= Beginning of Section =
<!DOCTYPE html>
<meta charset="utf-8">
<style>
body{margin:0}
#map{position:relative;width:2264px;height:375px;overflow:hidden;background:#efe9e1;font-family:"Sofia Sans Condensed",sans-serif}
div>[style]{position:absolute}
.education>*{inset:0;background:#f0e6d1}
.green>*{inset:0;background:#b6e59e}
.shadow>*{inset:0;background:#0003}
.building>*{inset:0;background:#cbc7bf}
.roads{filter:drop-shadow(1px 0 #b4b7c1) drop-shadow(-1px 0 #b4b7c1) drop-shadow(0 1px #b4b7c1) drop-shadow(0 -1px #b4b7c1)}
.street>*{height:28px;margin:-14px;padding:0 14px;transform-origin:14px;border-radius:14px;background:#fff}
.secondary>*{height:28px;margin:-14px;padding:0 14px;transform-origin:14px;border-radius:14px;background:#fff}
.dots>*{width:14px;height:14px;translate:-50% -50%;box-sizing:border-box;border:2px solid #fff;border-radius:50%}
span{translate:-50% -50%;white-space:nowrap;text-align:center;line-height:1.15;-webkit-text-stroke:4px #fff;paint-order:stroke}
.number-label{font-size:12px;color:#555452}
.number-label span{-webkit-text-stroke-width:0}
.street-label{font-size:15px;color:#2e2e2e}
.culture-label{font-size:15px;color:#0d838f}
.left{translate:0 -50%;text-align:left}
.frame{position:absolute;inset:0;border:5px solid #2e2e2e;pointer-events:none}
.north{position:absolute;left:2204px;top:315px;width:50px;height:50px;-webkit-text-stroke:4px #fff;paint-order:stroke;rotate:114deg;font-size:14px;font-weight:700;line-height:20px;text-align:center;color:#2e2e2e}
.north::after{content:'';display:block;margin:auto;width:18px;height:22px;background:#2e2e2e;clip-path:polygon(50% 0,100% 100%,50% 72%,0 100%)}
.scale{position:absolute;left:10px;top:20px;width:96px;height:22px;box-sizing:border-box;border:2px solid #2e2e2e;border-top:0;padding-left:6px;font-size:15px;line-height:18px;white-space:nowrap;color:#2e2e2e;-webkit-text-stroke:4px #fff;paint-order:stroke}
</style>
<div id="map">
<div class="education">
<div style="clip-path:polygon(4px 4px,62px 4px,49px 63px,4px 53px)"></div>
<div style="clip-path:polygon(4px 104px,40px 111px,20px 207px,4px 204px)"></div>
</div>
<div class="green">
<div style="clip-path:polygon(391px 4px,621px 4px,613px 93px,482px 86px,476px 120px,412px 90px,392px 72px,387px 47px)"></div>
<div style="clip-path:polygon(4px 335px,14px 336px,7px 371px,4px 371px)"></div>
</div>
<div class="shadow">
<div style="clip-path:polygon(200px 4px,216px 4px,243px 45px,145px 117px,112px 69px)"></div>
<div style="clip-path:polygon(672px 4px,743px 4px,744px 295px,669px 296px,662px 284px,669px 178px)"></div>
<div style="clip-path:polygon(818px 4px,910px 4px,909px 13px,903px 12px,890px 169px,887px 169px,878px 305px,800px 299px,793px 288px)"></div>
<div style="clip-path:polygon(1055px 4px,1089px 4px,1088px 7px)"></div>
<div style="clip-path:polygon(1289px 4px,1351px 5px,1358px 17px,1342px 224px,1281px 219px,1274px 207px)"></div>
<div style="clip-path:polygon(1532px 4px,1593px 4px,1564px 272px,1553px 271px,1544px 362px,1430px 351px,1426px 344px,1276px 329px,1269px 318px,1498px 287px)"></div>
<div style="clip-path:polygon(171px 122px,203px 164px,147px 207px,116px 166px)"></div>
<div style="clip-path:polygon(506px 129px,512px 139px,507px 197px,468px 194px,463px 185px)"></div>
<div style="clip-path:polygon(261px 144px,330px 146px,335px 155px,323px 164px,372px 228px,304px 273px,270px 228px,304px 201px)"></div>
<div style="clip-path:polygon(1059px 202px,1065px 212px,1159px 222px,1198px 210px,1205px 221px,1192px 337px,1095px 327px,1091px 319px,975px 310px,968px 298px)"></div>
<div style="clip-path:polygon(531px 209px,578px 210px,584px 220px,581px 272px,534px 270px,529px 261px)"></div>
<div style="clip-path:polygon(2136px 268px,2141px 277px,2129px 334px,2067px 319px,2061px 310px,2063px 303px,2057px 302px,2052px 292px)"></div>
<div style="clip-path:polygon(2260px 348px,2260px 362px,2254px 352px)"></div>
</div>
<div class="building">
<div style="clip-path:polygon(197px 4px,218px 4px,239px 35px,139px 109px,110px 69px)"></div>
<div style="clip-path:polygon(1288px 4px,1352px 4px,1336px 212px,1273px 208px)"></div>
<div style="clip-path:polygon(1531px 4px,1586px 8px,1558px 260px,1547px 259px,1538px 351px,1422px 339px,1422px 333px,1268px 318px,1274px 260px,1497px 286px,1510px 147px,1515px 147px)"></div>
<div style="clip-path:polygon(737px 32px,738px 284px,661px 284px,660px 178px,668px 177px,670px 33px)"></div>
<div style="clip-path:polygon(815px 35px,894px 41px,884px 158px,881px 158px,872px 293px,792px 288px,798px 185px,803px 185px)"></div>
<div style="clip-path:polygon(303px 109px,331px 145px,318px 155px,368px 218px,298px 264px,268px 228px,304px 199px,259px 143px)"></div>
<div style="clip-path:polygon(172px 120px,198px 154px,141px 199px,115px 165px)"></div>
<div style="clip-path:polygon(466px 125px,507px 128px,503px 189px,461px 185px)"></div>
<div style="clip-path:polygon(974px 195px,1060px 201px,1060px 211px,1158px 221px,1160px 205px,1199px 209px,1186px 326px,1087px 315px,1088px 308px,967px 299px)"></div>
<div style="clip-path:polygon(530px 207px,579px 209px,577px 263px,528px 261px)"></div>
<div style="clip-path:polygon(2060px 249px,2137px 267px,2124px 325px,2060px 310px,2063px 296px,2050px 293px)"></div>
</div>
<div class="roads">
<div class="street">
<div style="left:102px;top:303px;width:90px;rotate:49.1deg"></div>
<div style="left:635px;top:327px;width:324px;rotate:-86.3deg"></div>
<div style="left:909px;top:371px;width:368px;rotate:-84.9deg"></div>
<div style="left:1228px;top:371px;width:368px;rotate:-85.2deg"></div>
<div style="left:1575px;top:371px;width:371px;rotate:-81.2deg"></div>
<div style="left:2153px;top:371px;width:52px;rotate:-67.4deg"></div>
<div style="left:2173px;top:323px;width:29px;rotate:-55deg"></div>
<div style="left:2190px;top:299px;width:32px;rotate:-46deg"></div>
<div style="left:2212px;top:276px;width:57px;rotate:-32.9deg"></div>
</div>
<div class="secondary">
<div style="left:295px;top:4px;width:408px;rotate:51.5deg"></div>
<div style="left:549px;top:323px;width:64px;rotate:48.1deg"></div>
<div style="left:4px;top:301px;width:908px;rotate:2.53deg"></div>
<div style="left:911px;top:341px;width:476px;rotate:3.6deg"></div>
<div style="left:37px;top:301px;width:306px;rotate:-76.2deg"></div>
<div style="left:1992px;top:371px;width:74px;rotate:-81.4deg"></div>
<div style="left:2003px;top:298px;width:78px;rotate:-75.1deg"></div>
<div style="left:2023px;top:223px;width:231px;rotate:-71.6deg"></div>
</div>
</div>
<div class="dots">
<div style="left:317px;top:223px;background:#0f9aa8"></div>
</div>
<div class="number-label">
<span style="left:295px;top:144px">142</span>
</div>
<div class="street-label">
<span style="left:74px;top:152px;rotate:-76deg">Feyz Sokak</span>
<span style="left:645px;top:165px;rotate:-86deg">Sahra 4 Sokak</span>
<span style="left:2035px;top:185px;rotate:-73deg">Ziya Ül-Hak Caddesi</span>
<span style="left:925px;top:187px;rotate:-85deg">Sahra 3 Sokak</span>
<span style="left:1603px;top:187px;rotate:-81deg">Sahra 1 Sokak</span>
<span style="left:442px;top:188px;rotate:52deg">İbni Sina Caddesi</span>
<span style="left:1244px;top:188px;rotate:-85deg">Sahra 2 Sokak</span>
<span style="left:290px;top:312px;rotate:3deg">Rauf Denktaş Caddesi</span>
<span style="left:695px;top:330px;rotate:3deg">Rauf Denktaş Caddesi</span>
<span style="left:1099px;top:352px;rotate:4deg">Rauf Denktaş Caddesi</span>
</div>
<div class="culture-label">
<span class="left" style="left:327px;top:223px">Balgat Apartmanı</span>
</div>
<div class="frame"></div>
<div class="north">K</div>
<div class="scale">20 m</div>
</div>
= End of Section =
= Beginning of Section =
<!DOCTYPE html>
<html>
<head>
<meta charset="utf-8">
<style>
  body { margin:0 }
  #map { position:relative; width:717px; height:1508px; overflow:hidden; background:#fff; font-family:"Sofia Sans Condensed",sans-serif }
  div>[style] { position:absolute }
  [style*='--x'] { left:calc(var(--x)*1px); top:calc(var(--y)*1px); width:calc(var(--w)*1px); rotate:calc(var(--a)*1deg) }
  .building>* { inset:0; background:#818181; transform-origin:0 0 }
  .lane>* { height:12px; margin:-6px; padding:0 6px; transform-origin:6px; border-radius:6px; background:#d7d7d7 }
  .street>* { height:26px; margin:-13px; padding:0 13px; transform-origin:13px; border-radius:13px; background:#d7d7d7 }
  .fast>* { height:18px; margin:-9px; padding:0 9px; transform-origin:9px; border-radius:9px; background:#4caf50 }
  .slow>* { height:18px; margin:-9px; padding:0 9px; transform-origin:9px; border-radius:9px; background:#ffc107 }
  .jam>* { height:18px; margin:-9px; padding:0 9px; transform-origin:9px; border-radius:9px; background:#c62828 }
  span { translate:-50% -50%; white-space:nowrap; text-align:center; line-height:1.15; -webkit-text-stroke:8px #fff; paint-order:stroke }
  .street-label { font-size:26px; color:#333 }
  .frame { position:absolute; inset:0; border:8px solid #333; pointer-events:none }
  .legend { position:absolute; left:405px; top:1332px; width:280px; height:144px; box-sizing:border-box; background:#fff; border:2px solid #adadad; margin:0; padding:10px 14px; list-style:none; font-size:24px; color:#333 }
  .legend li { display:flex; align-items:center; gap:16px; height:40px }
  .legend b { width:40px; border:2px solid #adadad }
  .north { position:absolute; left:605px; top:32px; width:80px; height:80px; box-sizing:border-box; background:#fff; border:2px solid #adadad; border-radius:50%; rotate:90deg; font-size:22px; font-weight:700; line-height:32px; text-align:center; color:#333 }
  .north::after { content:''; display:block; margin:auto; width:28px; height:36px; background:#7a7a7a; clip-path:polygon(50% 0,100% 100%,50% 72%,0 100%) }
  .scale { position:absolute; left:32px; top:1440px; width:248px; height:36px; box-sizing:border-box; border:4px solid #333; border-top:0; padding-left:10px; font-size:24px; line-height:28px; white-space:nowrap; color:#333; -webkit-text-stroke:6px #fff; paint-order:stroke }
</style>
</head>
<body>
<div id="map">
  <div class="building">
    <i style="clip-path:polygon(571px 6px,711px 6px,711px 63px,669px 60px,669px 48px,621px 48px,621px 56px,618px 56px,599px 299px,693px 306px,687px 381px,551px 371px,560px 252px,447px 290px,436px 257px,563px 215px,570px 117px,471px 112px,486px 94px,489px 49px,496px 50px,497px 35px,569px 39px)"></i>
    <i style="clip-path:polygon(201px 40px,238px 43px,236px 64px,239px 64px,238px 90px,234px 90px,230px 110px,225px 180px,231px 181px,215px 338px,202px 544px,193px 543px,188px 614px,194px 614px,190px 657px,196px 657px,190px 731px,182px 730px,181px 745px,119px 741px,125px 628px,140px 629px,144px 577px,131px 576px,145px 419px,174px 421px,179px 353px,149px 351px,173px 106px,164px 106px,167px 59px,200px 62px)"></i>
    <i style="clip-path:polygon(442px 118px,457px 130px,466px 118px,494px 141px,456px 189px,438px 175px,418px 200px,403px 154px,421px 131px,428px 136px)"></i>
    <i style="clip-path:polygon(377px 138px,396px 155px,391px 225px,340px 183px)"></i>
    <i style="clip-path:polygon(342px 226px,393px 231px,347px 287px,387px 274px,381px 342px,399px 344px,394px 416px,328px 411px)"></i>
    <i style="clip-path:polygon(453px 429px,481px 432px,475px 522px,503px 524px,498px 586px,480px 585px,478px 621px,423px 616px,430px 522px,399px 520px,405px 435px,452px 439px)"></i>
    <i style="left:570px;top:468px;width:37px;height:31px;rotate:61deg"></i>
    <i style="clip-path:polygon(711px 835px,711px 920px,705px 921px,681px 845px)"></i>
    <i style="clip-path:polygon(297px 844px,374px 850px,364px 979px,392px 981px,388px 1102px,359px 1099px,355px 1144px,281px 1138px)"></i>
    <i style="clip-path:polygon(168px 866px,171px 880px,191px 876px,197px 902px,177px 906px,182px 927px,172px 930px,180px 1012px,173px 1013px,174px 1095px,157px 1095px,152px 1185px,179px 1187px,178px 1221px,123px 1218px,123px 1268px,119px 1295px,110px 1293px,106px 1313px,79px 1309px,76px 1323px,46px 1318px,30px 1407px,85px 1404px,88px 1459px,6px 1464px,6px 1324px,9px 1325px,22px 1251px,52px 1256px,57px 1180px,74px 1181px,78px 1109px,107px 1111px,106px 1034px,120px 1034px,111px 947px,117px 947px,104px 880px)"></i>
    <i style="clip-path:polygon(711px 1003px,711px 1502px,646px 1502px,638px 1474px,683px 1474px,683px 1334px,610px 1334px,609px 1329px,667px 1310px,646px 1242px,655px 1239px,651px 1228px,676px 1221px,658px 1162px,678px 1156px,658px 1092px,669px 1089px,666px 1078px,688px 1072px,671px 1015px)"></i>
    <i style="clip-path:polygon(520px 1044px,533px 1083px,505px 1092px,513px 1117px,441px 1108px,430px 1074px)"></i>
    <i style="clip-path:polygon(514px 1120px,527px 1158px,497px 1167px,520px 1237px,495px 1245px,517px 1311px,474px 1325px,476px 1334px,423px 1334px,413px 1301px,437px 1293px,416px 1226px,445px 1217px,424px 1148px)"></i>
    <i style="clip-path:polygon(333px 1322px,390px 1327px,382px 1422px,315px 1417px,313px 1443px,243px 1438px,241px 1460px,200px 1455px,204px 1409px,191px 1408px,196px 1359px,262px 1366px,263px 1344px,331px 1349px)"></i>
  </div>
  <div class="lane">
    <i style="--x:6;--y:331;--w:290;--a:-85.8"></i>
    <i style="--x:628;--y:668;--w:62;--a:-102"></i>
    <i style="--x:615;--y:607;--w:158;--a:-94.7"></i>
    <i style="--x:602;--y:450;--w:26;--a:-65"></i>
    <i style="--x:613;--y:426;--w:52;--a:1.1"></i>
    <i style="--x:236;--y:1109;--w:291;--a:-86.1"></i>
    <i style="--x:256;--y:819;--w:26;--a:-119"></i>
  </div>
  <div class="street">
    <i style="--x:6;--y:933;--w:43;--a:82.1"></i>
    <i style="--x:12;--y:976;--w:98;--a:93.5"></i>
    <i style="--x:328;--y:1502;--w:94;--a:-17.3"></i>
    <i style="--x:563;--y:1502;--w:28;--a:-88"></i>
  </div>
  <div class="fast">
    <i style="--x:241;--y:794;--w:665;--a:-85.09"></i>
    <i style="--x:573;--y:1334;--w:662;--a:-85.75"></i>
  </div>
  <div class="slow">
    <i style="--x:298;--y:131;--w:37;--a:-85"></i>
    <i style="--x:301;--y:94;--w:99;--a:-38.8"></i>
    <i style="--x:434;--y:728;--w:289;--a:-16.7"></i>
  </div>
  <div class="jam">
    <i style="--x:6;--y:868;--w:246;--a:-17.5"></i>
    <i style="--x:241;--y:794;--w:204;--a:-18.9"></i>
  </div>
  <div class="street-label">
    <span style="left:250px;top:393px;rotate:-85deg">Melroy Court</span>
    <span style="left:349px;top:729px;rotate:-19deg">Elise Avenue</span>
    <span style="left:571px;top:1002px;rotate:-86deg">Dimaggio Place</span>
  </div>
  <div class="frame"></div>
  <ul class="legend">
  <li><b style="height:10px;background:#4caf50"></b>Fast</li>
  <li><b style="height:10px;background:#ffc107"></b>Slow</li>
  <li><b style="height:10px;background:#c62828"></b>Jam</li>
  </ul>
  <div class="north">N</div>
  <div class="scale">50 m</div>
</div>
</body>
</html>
= End of Section =
Only the lines containing "hidden" are needed; pull them out of the listing.

#map{position:relative;width:2264px;height:375px;overflow:hidden;background:#efe9e1;font-family:"Sofia Sans Condensed",sans-serif}
  #map { position:relative; width:717px; height:1508px; overflow:hidden; background:#fff; font-family:"Sofia Sans Condensed",sans-serif }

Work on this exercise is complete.